In fact, even though the scrub jay is listed as a threatened species, the ESA, as administered by the U.S. Fish and Wildlife Service, has allowed a steady stream of small scale impacts to the species. For example, as reported in the April 14, 2008 and June 11, 2008 postings of this ESA blawg, FWS periodically receives habitat conservation plans (HCPs) from private landowners, and issues incidental take permits (ITPs) allowing impacts to the species. Also, as noted on the FWS North Florida webpages, the agency also has survey protocols to assist those landowners in assessing small lots in urban areas. Notably, the agency is simply doing its job, as Congress authorized it to do, and its cannot just stop the disappearance of the scrub jay habitat.

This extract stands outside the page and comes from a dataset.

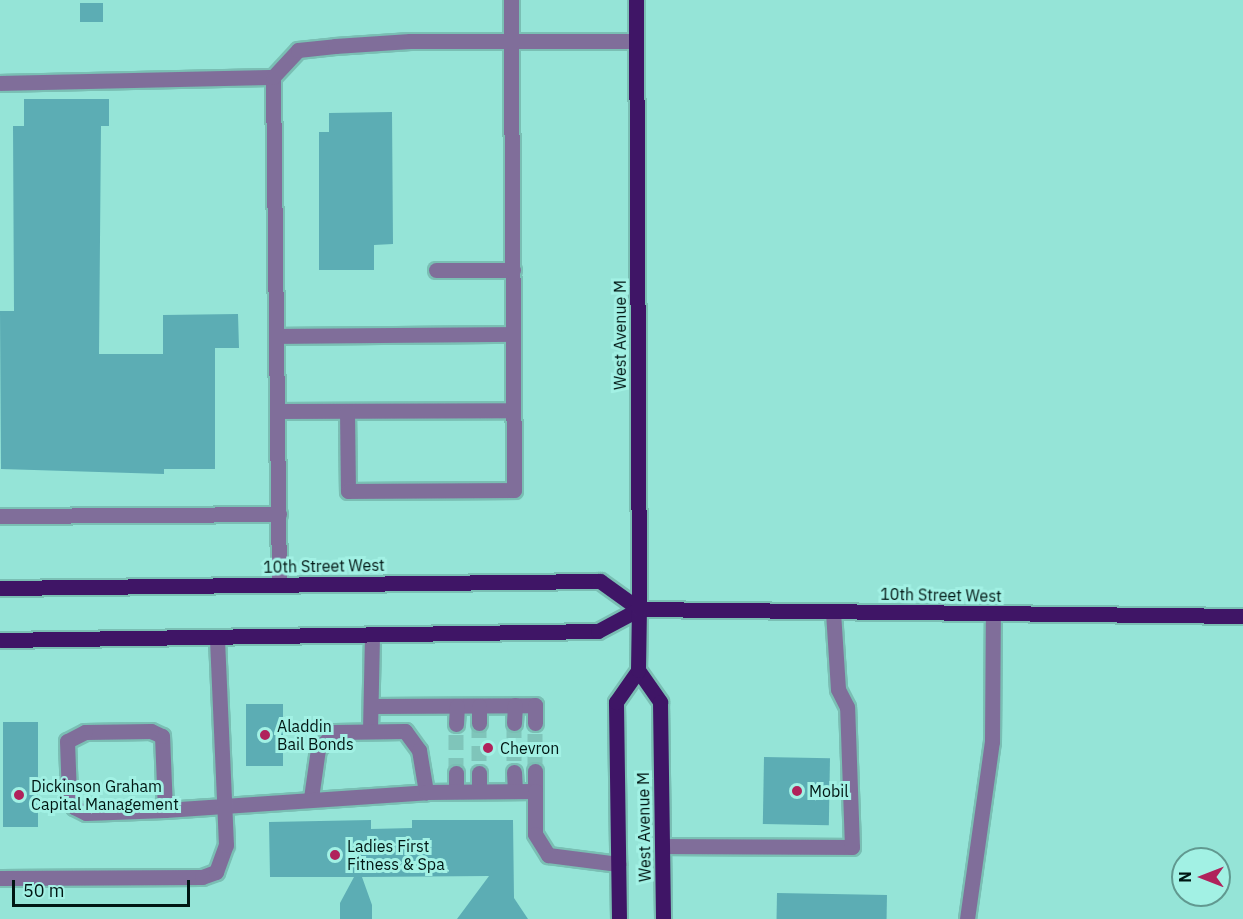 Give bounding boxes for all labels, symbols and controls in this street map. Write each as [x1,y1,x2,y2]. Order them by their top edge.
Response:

Extinction is forever. The phrase has been marketed into our consciousness. Fortunately, FWS, in a 2007 analysis, reassured the nation that the scrub jay is nowhere near extinction, as it explained in its Results section of the 5 Year Review: "Because scrub-jays are still well represented within their historic range, are relatively secure in three large metapopulations, likely to respond positively to ongoing management actions elsewhere, and have benefited from previous public land acquisitions, we believe that the scrub-jay is not likely to be in danger of extinction throughout all or a significant portion of its range and should therefore remain a threatened species." Extirpation, in contrast, is a lesser-known concept, and one from which the scrub jay has not been saved, because while the species may exist in some places, and thus is not extinct, it does not exist in Southern Palm Beach County, and thus, may have been extirpated.
The reality may be that the HCPs and ITPs are permitting the slow demise of the species at a regional level. Sure, the Seacrest Scrub looks like perfect scrub jay habitat, but all the other similar private lands in Boca Raton, Delray Beach, and Boynton Beach were developed years ago. And even if the environmental regulators had wanted to address and avoid "cumulative impacts" to scrub jays -- in other words, avoiding small scale impacts that together can result in very large impacts -- the ESA left them powerless. Instead, permits can be (and were) issued, over and over, for tiny impacts to private lands, unless and until they reach the critical threshold of "likely to jeopardize the continued existence of the species" (or to "a significant portion of the range of the species.") Under this approach, we must depend upon FWS to discern the point in time when one more permit is one too many, and at that time, FWS must deny the permit. In the meanwhile, species impacts will continue, because, as Florida State University professor J.B Ruhl honestly observed, HCPs represent the right to kill endangered species, legally. See J. B. Ruhl, How to Kill Endangered Species, Legally: The Nuts and Bolts of Endangered Species Act "HCP" Permits for Real Estate Development, 5 ENVTL. LAW. 345 (1999).
Thus, HCPs and ITPs, while providing an important tool for addressing the rights of private property owners, also present undeniable consequences. Even if listed species are not rendered extinct, local populations -- perhaps like the scrub jays in the Seacrest Scrub -- will still disappear, in full compliance with the Endangered Species Act.